═════ DATASET EXTRACT

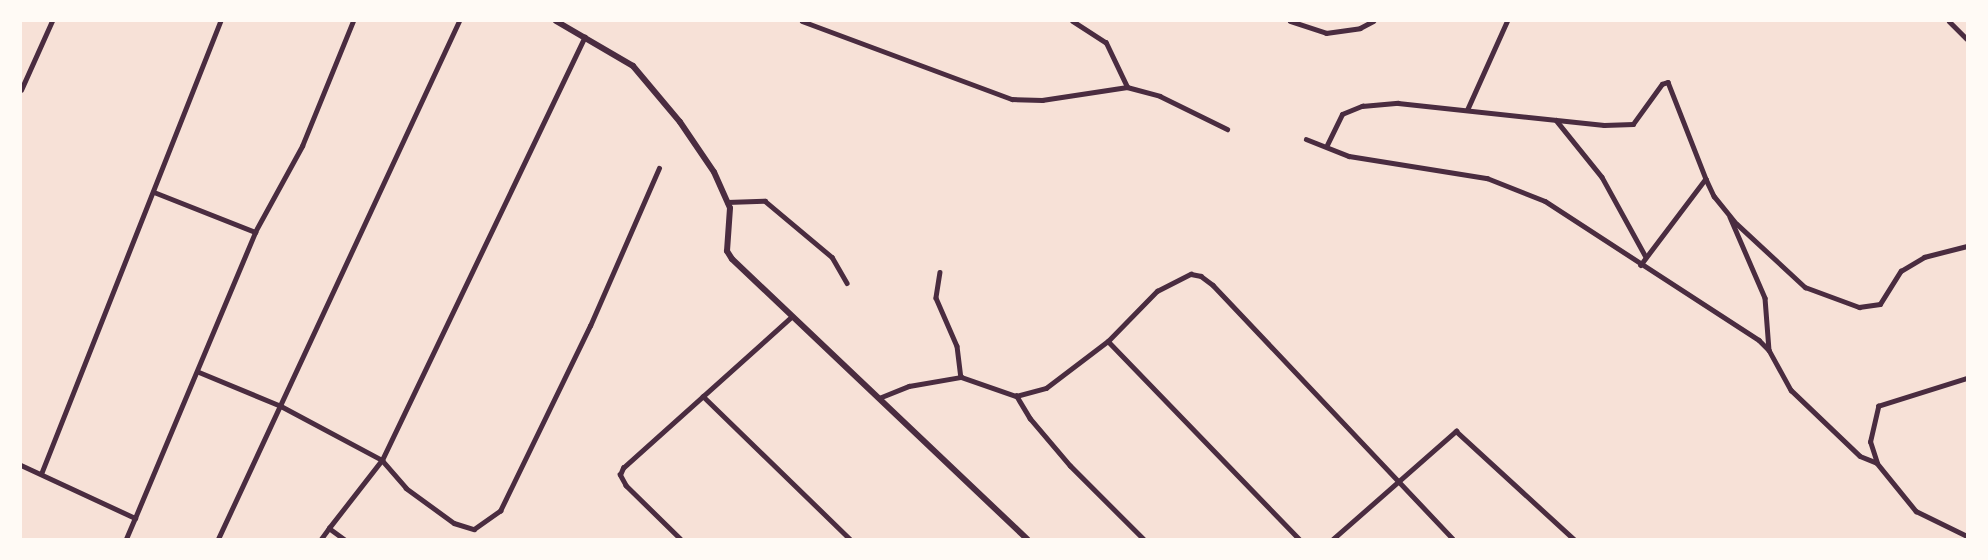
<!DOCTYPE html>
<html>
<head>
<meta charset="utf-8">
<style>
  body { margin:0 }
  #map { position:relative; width:1988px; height:560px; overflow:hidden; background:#f7e1d7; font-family:Spectral,serif }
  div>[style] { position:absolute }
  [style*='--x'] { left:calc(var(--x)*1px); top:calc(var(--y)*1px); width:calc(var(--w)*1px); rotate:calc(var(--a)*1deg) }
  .minor>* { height:4.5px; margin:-2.25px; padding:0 2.25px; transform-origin:2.25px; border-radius:2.25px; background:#4a2c40 }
  .tertiary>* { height:6px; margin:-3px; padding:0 3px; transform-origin:3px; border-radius:3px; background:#4a2c40 }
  span { translate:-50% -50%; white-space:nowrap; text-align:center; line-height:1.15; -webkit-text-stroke:6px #fffaf5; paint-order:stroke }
  .frame { position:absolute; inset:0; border:22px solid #fffaf5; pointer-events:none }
</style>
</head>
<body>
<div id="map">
  <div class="minor">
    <div style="--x:802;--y:21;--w:224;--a:20.4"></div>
    <div style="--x:1012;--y:99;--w:30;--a:2"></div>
    <div style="--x:1042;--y:100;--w:86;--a:-8.7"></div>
    <div style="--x:1127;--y:87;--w:49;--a:-115.5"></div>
    <div style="--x:1106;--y:43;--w:40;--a:-147.1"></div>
    <div style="--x:1290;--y:21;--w:38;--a:18"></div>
    <div style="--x:1326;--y:33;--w:34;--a:-8"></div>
    <div style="--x:1360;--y:28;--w:15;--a:-28"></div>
    <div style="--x:1949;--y:21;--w:25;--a:45"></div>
    <div style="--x:1127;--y:87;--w:34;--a:15"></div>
    <div style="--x:1160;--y:96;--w:75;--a:26.2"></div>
    <div style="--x:21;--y:90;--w:76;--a:-65.8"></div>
    <div style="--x:1467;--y:110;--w:98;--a:-65.8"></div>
    <div style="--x:1556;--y:120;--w:73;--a:51.1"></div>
    <div style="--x:1602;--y:177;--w:91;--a:61.2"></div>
    <div style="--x:1306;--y:139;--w:46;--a:21.6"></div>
    <div style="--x:1349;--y:156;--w:140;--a:9.1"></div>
    <div style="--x:1487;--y:178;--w:62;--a:21.6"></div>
    <div style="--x:1545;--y:201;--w:255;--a:33"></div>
    <div style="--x:1759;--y:340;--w:14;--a:45"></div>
    <div style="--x:1769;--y:350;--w:46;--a:61.2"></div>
    <div style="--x:1791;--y:390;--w:95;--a:43.7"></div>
    <div style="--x:1860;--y:456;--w:18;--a:22"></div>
    <div style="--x:1877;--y:463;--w:62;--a:50.9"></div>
    <div style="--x:1916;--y:511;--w:57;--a:26.1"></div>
    <div style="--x:1327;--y:145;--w:34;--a:-64"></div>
    <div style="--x:1342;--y:114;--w:22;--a:-22"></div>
    <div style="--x:1362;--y:106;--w:36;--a:-5"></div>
    <div style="--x:1398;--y:103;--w:207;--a:6.1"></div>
    <div style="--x:1604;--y:125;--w:29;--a:-2"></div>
    <div style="--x:1633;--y:124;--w:49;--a:-54.1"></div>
    <div style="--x:1662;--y:84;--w:6;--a:-18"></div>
    <div style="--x:1668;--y:82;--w:104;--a:68.6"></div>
    <div style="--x:1706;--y:179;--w:108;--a:127.1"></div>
    <div style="--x:1706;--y:179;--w:19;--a:65"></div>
    <div style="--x:1714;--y:196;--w:36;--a:51"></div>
    <div style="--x:1737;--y:224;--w:93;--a:42.8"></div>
    <div style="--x:1805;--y:287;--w:58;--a:20.3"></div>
    <div style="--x:1859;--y:307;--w:21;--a:-8"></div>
    <div style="--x:1880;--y:304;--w:39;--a:-58"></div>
    <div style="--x:1901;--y:271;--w:27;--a:-31"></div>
    <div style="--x:1924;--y:257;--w:44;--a:-14.3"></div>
    <div style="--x:154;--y:192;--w:109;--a:21.6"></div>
    <div style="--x:727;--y:202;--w:38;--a:-2"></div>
    <div style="--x:765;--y:201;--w:87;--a:39.9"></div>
    <div style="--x:832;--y:257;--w:30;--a:60"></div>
    <div style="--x:1730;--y:217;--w:88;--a:66.6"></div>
    <div style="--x:1765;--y:298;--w:52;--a:85.6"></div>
    <div style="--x:940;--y:272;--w:26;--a:99"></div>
    <div style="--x:936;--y:298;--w:52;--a:66.4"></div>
    <div style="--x:957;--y:346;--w:31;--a:83"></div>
    <div style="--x:1108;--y:341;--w:275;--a:46"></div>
    <div style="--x:199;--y:372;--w:89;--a:22.5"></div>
    <div style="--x:281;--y:406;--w:115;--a:28.1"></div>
    <div style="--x:382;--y:460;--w:469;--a:-64.4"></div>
    <div style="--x:703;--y:396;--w:205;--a:44.2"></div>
    <div style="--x:879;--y:398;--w:32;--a:-22"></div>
    <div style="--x:909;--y:386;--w:53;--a:-9.8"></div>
    <div style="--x:961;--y:377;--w:58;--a:19.1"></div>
    <div style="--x:1877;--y:463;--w:22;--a:-108"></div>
    <div style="--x:1870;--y:442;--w:37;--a:-77"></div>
    <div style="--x:1878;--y:406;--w:93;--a:-17.5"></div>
    <div style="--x:21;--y:465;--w:126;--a:24.9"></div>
    <div style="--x:135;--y:518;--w:310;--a:-67.2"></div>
    <div style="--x:255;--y:232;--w:98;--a:-61.3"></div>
    <div style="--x:302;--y:146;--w:135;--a:-67.8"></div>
    <div style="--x:41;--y:474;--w:487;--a:-68.4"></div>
    <div style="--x:329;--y:528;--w:86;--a:-52.1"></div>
    <div style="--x:382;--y:460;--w:37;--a:49"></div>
    <div style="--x:406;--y:488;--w:59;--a:36.1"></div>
    <div style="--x:454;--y:523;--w:21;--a:17"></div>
    <div style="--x:474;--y:529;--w:32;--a:-35"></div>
    <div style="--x:500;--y:511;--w:206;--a:-64.1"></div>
    <div style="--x:590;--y:326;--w:172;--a:-66.4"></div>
    <div style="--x:126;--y:539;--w:23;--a:-67"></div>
    <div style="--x:218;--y:539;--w:571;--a:-65.05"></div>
    <div style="--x:321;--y:539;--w:14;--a:-54"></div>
    <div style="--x:329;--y:528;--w:19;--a:36"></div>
    <div style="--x:680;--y:539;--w:76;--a:-135.5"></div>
    <div style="--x:626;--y:486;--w:13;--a:-119"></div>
    <div style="--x:620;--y:475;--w:8;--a:-67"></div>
    <div style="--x:623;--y:468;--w:226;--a:-41.9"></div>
    <div style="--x:1143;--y:539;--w:103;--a:-135"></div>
    <div style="--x:1070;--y:466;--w:62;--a:-130.4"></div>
    <div style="--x:1030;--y:419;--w:27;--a:-121"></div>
    <div style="--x:1016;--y:396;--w:31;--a:-15"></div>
    <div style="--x:1046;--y:388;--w:78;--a:-37.2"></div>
    <div style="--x:1108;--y:341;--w:70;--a:-45.6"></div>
    <div style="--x:1157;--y:291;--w:38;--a:-27"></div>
    <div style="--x:1191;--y:274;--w:10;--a:11"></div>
    <div style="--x:1201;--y:276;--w:15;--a:37"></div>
    <div style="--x:1213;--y:285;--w:349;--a:46.6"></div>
    <div style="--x:1333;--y:539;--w:164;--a:-41.3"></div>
    <div style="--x:1456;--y:431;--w:160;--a:42.5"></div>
  </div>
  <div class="tertiary">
    <div style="--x:556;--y:21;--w:89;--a:30.3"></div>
    <div style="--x:633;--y:66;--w:73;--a:50"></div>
    <div style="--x:680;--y:122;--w:60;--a:55.8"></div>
    <div style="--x:714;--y:172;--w:39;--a:66"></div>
    <div style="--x:730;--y:208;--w:43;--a:94"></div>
    <div style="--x:727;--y:251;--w:9;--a:58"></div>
    <div style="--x:732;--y:259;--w:407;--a:43.5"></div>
  </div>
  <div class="frame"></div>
</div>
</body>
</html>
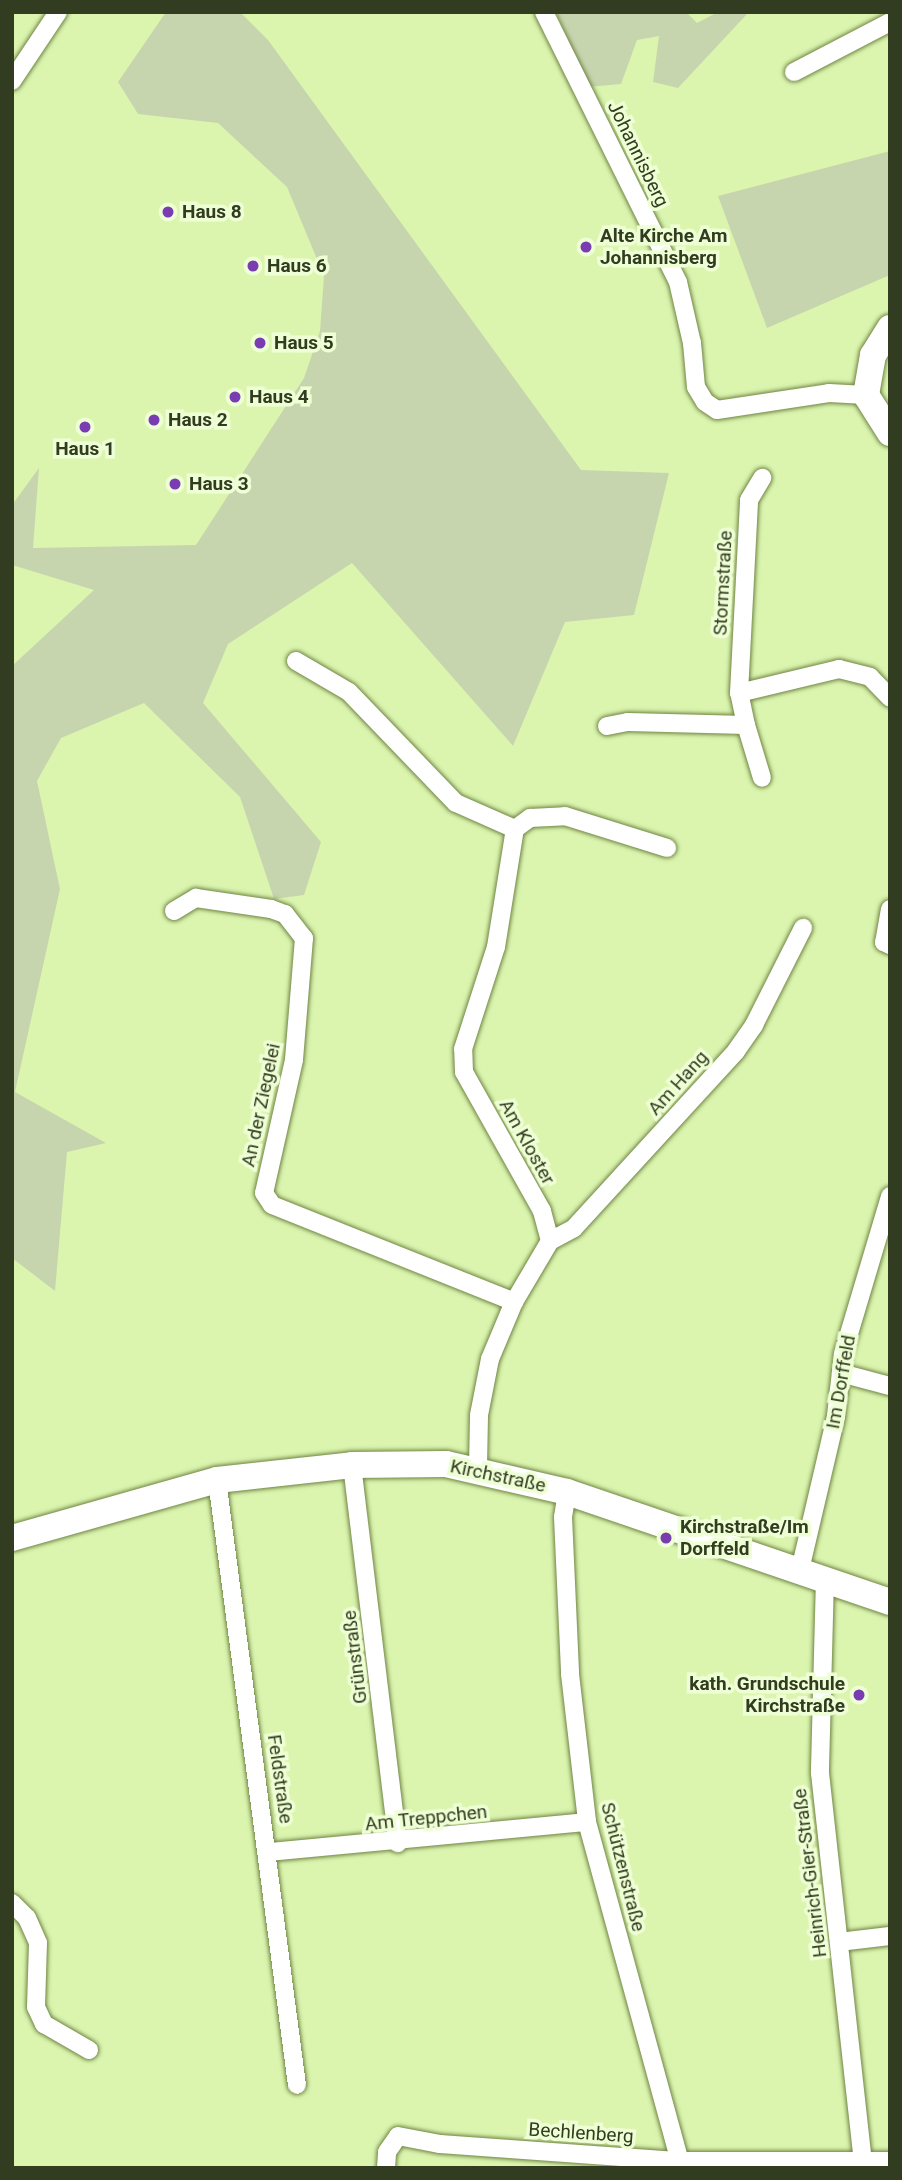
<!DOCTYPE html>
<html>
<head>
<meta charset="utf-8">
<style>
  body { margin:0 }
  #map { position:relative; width:902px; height:2180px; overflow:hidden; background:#dbf5af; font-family:Roboto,sans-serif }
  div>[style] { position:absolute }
  .green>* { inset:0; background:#c7d5ae }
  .roads { filter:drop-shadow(0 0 2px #708544) drop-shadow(0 0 2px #708544) }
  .street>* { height:18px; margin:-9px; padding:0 9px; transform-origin:9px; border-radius:9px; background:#fff }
  .secondary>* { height:26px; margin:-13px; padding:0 13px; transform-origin:13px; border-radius:13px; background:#fff }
  .dots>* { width:19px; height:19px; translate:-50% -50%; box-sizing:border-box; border:4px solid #eefed5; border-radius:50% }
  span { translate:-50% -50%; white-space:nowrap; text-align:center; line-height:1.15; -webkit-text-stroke:7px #eefed5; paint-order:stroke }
  .street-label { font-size:19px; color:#323c20 }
  .poi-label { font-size:19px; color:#323c20; font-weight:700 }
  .left { translate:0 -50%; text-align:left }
  .right { translate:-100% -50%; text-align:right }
  .frame { position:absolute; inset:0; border:14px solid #323c20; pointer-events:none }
</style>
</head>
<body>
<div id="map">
  <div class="green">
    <i style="clip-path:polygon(166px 12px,240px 12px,268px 40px,581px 470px,669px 473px,634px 615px,565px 622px,513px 746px,352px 563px,228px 644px,203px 703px,321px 842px,304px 895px,274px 899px,240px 797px,144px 703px,61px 738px,37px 781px,60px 889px,15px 1092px,106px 1143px,67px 1152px,55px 1291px,12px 1258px,12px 666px,94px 590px,12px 565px,12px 505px,39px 468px,33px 548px,196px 545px,304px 378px,320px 331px,324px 276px,287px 187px,218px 123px,138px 114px,118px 82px)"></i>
    <i style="clip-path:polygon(556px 12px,686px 12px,697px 23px,718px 12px,748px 13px,678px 88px,653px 82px,659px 36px,637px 40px,621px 84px,588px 87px)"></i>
    <i style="clip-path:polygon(890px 151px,890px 275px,767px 328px,718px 196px)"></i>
  </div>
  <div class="roads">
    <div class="street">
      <i style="left:544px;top:12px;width:301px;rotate:63.6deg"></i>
      <i style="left:678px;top:282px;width:63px;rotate:77.1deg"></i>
      <i style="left:692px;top:343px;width:44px;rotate:84.8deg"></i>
      <i style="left:696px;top:387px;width:17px;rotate:59deg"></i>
      <i style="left:705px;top:402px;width:14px;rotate:34deg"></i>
      <i style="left:717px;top:410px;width:113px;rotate:-8.6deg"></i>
      <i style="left:829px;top:393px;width:37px;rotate:3deg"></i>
      <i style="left:794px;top:72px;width:108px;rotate:-27.5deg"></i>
      <i style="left:12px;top:81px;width:83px;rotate:-56.3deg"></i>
      <i style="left:296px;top:661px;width:61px;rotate:30.3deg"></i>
      <i style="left:349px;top:692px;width:154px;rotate:46.1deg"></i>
      <i style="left:456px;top:803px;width:64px;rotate:23.8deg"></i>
      <i style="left:739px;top:693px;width:193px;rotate:-87deg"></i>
      <i style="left:749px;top:500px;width:26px;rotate:-59deg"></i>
      <i style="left:746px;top:725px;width:55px;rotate:73.2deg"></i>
      <i style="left:607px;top:726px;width:21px;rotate:-11deg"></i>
      <i style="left:628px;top:722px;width:118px;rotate:1.5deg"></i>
      <i style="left:746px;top:725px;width:33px;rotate:-102deg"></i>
      <i style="left:739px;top:693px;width:103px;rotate:-13.5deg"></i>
      <i style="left:839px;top:669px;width:32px;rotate:14deg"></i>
      <i style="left:870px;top:677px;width:29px;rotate:46deg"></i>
      <i style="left:890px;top:909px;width:34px;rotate:100deg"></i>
      <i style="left:884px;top:942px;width:7px;rotate:27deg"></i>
      <i style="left:174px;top:911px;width:26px;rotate:-31deg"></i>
      <i style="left:196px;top:898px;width:76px;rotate:8.3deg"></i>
      <i style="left:271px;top:909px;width:15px;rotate:20deg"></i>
      <i style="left:285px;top:914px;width:31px;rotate:52deg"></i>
      <i style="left:304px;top:938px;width:122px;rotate:94.7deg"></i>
      <i style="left:294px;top:1060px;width:136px;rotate:102.7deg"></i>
      <i style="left:264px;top:1193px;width:14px;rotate:56deg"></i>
      <i style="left:272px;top:1205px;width:261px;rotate:21.8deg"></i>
      <i style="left:550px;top:1241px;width:27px;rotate:-28deg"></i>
      <i style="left:574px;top:1228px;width:240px;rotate:-47.5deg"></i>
      <i style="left:736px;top:1051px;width:32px;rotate:-55deg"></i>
      <i style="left:754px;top:1025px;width:109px;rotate:-63.2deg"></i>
      <i style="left:841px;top:1373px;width:51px;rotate:14.9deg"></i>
      <i style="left:352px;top:1465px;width:381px;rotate:83.1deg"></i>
      <i style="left:478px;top:1468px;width:53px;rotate:-88.9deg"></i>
      <i style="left:479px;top:1415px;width:57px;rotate:-78.9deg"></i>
      <i style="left:490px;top:1359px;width:62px;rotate:-67.2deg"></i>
      <i style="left:514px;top:1302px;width:71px;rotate:-59.5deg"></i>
      <i style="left:550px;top:1241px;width:31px;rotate:-105deg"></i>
      <i style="left:542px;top:1211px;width:159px;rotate:-119.3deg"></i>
      <i style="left:464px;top:1072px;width:23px;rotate:-92deg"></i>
      <i style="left:463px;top:1049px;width:107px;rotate:-72.1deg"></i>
      <i style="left:496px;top:947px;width:120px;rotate:-80.9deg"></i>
      <i style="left:515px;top:829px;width:19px;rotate:-36deg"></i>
      <i style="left:530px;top:818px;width:35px;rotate:-3deg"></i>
      <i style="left:565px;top:816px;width:107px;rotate:17.4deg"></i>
      <i style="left:217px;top:1480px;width:610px;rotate:82.47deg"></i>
      <i style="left:567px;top:1492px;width:25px;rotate:99deg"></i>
      <i style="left:563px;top:1517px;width:157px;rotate:87.4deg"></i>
      <i style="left:570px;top:1674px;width:149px;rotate:83.4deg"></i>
      <i style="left:587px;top:1822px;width:352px;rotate:74.7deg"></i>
      <i style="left:800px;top:1570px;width:158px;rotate:-76.8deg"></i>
      <i style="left:836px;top:1416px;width:62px;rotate:-83.6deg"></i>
      <i style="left:843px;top:1354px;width:165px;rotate:-73.4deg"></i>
      <i style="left:825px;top:1578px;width:195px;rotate:91.5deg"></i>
      <i style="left:820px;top:1773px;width:390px;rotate:83.7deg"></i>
      <i style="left:269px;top:1852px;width:319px;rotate:-5.4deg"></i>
      <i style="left:12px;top:1903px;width:21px;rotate:45deg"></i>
      <i style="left:27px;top:1918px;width:27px;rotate:66deg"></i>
      <i style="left:38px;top:1943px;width:64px;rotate:91.8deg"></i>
      <i style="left:36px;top:2007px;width:19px;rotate:65deg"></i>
      <i style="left:44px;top:2024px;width:52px;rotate:30deg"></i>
      <i style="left:839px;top:1942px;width:51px;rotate:-6.7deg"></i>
      <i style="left:386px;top:2168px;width:16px;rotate:-86deg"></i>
      <i style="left:387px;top:2152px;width:19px;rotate:-55deg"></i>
      <i style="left:398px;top:2136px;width:43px;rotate:10.8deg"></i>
      <i style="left:440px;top:2144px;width:241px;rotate:4.1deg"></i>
      <i style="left:680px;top:2161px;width:210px"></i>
    </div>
    <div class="secondary">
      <i style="left:890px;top:328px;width:32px;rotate:122deg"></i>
      <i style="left:873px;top:355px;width:41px;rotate:99.9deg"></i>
      <i style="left:866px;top:395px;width:45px;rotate:57.7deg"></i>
      <i style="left:12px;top:1538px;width:213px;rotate:-15.8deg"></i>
      <i style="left:217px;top:1480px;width:136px;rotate:-6.3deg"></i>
      <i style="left:352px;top:1465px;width:94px;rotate:-0.6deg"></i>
      <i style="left:446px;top:1464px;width:124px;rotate:13deg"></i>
      <i style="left:567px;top:1492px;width:341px;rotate:18.8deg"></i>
    </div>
  </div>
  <div class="dots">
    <i style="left:168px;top:212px;background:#793cb1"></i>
    <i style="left:586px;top:247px;background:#793cb1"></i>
    <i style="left:253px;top:266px;background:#793cb1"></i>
    <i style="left:260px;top:343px;background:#793cb1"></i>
    <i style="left:235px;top:397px;background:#793cb1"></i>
    <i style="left:154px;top:420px;background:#793cb1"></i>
    <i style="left:85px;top:427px;background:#793cb1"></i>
    <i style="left:175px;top:484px;background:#793cb1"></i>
    <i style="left:666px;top:1538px;background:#793cb1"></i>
    <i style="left:859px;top:1695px;background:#793cb1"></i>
  </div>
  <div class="street-label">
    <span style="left:638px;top:154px;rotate:64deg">Johannisberg</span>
    <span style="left:723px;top:583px;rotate:-87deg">Stormstraße</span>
    <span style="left:678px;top:1083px;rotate:-48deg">Am Hang</span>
    <span style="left:261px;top:1105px;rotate:-78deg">An der Ziegelei</span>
    <span style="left:527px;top:1142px;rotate:61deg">Am Kloster</span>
    <span style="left:841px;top:1382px;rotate:-80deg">Im Dorffeld</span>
    <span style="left:498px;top:1476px;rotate:12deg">Kirchstraße</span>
    <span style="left:355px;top:1657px;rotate:-97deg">Grünstraße</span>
    <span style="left:280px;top:1779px;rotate:82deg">Feldstraße</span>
    <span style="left:426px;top:1818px;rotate:-6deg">Am Treppchen</span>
    <span style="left:623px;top:1867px;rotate:76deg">Schützenstraße</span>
    <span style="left:810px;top:1873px;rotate:-97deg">Heinrich-Gier-Straße</span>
    <span style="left:581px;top:2133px;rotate:4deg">Bechlenberg</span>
  </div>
  <div class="poi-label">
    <span class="left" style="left:182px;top:212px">Haus 8</span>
    <span class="left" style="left:600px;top:247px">Alte Kirche Am<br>Johannisberg</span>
    <span class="left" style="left:267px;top:266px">Haus 6</span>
    <span class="left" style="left:274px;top:343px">Haus 5</span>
    <span class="left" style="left:249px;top:397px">Haus 4</span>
    <span class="left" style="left:168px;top:420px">Haus 2</span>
    <span style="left:85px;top:449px">Haus 1</span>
    <span class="left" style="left:189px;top:484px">Haus 3</span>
    <span class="left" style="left:680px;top:1538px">Kirchstraße/Im<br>Dorffeld</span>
    <span class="right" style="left:845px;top:1695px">kath. Grundschule<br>Kirchstraße</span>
  </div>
  <div class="frame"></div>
</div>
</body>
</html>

══════════

* [THE PROBLEM]: Each line in the data that holds the word "overflow" must be copied.

* [REPLY TO THE TASK]:
  #map { position:relative; width:1988px; height:560px; overflow:hidden; background:#f7e1d7; font-family:Spectral,serif }
  #map { position:relative; width:902px; height:2180px; overflow:hidden; background:#dbf5af; font-family:Roboto,sans-serif }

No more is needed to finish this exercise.